What Is the 50/30/20 Rule?
The 50/30/20 rule is a percentage-based budgeting method designed to help you manage money easily and effectively. To use it, divide your monthly after-tax income into three categories: 50% for needs, 30% for wants, and 20% for saving or paying off debt.
With only three main spending categories, you can ensure you pay all your bills on time, have money to do the things you want, get out of debt, and increase your savings.
As simple as it is and as great as it sounds, the 50/30/20 rule doesn’t work for everyone. Find out if the 50/30/20 rule will work for you.

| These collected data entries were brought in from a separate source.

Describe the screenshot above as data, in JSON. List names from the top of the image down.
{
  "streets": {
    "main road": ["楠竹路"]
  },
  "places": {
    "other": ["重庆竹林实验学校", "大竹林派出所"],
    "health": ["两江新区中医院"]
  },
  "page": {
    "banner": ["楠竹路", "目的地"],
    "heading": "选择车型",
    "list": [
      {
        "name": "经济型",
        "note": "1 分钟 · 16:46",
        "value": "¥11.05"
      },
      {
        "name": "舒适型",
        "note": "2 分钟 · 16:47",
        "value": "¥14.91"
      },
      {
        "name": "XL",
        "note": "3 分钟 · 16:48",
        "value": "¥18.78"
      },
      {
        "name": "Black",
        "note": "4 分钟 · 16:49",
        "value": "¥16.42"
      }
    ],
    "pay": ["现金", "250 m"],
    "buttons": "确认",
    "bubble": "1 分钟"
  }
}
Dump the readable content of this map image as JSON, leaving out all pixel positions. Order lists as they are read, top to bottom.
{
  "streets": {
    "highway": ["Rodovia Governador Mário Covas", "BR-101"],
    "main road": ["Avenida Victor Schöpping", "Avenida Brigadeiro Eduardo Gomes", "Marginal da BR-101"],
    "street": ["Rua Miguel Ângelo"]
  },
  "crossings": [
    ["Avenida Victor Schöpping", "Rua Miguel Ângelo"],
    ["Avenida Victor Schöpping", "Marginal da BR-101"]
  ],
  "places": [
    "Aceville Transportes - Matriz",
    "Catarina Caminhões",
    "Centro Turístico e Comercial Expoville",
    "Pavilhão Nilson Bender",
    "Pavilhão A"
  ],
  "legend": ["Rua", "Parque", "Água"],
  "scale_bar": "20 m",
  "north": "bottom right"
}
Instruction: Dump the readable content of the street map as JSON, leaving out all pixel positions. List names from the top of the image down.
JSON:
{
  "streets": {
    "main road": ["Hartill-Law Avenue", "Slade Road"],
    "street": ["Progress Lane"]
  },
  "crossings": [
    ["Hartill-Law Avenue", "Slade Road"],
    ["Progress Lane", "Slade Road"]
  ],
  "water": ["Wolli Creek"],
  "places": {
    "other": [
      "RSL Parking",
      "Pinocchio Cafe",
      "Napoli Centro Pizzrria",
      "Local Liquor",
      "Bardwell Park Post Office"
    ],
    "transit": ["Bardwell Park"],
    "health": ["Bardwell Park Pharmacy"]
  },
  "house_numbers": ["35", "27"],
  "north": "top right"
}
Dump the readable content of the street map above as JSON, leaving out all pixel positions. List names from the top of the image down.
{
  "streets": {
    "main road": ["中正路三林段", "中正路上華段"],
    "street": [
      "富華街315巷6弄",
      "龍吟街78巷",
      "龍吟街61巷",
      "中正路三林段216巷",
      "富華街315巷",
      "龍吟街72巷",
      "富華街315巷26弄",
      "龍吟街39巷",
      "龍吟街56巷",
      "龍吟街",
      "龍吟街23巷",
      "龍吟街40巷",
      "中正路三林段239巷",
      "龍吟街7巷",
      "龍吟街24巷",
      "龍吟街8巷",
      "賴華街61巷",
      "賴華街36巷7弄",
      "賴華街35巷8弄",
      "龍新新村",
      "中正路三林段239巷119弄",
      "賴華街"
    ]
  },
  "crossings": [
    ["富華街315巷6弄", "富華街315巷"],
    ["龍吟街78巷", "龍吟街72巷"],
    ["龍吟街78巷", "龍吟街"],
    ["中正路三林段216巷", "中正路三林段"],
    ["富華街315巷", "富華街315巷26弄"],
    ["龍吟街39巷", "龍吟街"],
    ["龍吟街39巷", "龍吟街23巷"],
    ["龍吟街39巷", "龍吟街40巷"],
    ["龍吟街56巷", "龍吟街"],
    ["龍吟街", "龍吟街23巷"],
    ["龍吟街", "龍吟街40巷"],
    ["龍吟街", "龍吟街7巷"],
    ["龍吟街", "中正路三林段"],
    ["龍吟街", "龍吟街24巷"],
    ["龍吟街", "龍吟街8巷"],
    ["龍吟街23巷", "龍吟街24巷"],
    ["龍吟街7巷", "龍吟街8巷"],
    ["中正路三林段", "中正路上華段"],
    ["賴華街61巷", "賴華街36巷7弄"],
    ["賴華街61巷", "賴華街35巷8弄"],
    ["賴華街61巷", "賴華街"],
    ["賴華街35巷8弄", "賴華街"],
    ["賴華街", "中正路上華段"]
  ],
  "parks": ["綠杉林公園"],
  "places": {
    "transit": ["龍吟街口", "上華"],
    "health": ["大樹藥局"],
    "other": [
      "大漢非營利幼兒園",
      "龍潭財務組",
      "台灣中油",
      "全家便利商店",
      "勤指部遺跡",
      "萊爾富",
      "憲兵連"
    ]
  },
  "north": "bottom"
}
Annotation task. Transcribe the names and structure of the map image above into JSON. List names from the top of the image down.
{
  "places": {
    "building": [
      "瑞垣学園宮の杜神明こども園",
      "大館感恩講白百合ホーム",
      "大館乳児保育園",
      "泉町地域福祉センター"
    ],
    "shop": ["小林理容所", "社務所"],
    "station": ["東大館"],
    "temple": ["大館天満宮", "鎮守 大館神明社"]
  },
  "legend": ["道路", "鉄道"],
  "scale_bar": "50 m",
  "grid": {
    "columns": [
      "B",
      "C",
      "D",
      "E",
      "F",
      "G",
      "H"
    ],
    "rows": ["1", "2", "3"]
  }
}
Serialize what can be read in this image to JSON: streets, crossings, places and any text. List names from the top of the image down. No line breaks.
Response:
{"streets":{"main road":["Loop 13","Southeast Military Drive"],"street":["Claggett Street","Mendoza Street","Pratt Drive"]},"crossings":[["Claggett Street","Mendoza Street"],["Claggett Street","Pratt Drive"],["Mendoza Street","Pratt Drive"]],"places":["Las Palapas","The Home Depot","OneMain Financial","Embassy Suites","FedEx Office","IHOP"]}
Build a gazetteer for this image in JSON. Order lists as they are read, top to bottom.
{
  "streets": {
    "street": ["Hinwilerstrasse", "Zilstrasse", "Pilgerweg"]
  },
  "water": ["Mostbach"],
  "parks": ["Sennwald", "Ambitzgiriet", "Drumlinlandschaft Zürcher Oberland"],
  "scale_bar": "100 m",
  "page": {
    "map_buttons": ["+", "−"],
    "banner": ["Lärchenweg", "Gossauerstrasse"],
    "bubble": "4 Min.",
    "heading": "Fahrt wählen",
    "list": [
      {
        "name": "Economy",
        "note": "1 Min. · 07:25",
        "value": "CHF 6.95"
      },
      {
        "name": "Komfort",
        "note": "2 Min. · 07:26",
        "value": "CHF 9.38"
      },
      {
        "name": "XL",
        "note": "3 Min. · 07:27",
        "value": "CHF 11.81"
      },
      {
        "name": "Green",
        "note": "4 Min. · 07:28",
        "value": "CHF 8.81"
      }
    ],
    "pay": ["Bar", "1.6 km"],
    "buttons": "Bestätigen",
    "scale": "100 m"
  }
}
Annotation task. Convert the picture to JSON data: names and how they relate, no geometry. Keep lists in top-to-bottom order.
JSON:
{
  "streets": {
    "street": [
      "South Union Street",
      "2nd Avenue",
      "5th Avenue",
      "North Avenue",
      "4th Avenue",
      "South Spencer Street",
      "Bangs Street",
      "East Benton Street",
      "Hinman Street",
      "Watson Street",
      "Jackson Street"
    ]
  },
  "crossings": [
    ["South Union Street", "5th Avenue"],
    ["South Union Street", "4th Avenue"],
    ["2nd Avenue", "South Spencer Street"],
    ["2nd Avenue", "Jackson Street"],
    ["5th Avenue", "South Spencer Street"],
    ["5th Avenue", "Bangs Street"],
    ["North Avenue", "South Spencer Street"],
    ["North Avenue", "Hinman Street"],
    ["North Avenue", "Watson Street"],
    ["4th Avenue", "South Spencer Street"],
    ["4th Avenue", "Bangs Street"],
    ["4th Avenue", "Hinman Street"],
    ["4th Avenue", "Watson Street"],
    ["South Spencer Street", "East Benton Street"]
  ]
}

- What Is the 50/30/20 Rule?
- Why Use the 50/30/20 Rule to Budget Your Money?
- How To Budget With the 50/30/20 Rule
- 50/30/20 Rule Example
- Pros and Cons of the 50/30/20 Budget System
- Frequently Asked Questions (FAQ)
- Final Thoughts on the 50/30/20 Rule of Thumb for Budgeting
Why Use the 50/30/20 Rule to Budget Your Money?
Having only three expense categories to track with a 50/30/20 budget simplifies the budgeting process. You don’t have to be as meticulous about tracking every expense, and it isn’t as time-consuming as other budgeting methods. The simplicity makes it easier to stick to for some people.
If you spend first and then save whatever random amount you have left at the end of the month or have trouble saving any money, the 50/30/20 budgeting system could also help you increase your savings. If you’re looking for a simpler budgeting approach, this budgeting system could work well for you.
How To Budget With the 50/30/20 Rule
The 50/30/20 rule makes budgeting easier by allocating your after-tax income into three spending categories: needs, wants, and savings or debt. Here is how the 50/30/20 rule works:
50% for Needs
Needs are your essential living expenses. Your basic needs are comprised of fixed expenses, obligations you must pay, and things you need to survive. Examples of needs include:
- Mortgage payments or rent
- Health insurance
- Essential clothing
- Child care costs
- Auto loan payments and other transportation costs
- Minimum debt payments
Consider needs as basic living expenses or bills you are contractually required to pay. Needs do not include discretionary spending or extras like restaurant meals, entertainment, or weekend getaways.
It can be difficult to lower your monthly expenses by spending less on needs, but it can be done. For example, you might switch to a cheaper car insurance policy, find ways to lower your housing expenses, or get a new cell phone plan.
If your needs and financial obligations exceed half of your take-home pay, it doesn’t necessarily mean that the 50/30/20 system doesn’t work for you. Decide if spending less on your wants, eliminating bad spending habits, increasing your income, or making lifestyle changes is necessary.
30% for Wants
Wants are non-essential expenses you spend money on but could live without. Things like:
- Gym memberships
- Streaming services like Netflix and other monthly subscriptions
- Leisure travel
- The latest electronic gadget
- Other discretionary spending
Wants may make things easier, more fun, or improve your quality of life. They aren’t essential to survival, however.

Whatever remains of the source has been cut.